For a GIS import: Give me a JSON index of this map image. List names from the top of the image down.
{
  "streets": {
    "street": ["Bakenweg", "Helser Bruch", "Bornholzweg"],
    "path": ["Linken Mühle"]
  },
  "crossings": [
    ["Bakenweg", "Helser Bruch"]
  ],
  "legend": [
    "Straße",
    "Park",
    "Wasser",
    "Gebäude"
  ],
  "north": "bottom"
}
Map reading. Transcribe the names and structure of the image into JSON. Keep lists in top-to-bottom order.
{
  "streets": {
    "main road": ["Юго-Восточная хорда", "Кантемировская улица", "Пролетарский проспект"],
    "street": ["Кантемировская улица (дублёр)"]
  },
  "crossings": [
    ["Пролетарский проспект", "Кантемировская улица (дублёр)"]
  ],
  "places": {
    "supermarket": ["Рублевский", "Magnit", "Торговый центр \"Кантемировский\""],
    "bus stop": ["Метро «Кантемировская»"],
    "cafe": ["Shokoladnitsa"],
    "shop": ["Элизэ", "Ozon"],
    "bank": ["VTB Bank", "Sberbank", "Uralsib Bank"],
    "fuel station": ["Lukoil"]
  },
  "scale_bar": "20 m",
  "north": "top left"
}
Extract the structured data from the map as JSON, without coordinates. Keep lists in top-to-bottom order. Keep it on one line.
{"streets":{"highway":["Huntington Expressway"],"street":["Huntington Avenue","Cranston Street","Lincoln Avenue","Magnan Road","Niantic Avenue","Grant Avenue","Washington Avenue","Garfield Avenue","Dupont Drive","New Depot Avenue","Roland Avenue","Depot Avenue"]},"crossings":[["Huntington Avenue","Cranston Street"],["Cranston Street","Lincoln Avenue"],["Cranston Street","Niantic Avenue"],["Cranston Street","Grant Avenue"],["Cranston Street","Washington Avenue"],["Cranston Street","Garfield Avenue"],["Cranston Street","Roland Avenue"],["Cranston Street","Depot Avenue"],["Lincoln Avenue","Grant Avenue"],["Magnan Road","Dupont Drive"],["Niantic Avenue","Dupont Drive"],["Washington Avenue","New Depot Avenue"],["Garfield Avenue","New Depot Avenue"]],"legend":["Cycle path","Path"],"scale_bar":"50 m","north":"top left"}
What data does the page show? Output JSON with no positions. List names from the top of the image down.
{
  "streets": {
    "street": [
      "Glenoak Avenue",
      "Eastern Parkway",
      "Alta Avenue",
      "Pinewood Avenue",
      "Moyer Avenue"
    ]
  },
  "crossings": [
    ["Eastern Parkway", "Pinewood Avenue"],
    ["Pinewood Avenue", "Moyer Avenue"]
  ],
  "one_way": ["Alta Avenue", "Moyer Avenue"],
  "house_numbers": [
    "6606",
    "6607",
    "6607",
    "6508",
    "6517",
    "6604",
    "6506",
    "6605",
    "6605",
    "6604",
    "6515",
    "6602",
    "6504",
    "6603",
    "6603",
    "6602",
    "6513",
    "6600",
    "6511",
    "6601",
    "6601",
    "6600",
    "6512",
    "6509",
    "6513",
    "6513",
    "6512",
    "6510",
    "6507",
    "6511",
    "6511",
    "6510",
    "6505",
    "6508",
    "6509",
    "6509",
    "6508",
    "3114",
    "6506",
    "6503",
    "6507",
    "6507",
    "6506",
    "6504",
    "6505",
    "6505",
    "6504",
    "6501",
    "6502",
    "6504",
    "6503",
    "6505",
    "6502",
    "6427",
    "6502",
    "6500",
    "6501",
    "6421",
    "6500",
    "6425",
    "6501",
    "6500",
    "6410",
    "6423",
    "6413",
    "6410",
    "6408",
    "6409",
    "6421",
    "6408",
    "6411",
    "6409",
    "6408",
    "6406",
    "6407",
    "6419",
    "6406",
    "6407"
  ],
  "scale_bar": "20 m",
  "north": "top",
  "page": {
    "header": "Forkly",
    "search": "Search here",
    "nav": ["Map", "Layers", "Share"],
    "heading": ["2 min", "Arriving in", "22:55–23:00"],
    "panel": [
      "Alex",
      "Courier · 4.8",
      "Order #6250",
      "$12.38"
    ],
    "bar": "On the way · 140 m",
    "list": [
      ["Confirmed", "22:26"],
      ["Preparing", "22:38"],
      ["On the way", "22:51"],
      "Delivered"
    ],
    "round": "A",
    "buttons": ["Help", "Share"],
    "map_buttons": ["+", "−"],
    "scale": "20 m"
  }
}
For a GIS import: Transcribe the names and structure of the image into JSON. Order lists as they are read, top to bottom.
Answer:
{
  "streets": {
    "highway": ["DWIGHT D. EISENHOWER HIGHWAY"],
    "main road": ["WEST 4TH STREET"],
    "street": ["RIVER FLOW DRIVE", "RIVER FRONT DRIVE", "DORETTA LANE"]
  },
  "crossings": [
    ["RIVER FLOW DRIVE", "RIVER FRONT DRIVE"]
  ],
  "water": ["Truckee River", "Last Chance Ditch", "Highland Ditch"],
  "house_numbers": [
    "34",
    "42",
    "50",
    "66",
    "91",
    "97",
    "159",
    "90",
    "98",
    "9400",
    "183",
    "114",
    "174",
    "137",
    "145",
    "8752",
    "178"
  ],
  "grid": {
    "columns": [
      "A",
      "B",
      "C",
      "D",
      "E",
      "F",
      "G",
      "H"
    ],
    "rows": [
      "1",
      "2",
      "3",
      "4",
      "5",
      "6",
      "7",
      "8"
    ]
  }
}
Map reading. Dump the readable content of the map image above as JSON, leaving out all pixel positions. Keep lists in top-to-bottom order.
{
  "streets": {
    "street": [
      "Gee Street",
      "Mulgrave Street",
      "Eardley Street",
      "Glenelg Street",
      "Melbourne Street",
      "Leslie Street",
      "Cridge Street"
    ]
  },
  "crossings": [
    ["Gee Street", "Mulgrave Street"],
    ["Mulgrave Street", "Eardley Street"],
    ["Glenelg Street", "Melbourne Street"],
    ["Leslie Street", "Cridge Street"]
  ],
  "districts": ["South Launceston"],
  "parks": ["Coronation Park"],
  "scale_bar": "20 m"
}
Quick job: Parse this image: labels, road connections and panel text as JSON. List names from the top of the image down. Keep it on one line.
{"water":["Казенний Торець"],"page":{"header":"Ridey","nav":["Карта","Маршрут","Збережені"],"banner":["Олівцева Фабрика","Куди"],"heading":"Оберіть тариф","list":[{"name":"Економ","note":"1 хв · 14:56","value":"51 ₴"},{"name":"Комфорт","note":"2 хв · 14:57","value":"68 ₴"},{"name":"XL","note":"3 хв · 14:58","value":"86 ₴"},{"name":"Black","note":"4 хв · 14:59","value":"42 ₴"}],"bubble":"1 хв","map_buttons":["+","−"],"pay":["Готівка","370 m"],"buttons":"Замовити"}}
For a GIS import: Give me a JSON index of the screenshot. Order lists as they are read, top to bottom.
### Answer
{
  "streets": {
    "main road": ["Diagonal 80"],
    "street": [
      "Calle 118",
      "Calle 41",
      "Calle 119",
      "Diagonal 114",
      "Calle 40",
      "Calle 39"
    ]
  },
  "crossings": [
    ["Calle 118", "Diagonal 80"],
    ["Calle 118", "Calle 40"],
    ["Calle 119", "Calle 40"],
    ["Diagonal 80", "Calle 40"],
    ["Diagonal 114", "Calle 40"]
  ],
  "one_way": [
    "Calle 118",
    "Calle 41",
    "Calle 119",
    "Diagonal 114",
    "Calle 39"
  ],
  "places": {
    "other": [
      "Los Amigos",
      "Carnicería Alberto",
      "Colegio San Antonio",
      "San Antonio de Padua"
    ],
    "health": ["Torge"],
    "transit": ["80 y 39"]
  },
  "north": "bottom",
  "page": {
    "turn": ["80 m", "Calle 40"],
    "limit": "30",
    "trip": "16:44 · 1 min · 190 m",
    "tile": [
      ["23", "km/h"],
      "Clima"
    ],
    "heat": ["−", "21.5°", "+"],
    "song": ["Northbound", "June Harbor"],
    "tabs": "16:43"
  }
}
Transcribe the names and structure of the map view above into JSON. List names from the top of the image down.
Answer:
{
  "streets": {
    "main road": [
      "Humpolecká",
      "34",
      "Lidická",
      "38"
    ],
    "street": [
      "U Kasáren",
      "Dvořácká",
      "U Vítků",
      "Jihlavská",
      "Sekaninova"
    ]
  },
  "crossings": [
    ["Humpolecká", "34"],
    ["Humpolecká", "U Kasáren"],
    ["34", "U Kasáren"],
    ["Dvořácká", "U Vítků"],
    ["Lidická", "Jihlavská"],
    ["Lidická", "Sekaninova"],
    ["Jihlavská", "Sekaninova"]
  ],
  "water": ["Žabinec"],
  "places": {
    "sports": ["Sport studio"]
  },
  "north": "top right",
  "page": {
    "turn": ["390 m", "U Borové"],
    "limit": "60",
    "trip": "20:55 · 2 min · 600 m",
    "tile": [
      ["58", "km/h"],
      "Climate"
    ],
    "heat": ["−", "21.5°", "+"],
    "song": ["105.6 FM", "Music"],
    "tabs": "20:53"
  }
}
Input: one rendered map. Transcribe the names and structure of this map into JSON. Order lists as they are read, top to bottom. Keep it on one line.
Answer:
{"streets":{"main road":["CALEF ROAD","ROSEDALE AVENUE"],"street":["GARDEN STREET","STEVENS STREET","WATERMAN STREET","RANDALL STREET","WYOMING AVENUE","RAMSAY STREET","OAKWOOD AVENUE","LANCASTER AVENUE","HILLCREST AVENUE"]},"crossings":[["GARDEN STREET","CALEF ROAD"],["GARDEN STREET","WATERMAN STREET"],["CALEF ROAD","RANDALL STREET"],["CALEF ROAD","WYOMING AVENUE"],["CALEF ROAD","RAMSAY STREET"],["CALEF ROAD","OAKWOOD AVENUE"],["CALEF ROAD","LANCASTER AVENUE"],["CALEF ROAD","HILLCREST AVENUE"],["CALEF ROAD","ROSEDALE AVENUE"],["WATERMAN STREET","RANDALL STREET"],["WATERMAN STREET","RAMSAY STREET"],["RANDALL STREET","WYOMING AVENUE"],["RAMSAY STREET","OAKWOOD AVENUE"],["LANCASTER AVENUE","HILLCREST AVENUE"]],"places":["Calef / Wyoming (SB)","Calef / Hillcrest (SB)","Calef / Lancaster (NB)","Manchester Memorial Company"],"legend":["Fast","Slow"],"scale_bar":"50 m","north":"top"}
*-*-*
* [DIRECTIONS]: Wherever "Кантемировская" turns up in the records, copy the whole line.

* [EXERCISE SOLUTION]:
    "main road": ["Юго-Восточная хорда", "Кантемировская улица", "Пролетарский проспект"],
    "street": ["Кантемировская улица (дублёр)"]
    ["Пролетарский проспект", "Кантемировская улица (дублёр)"]
    "bus stop": ["Метро «Кантемировская»"],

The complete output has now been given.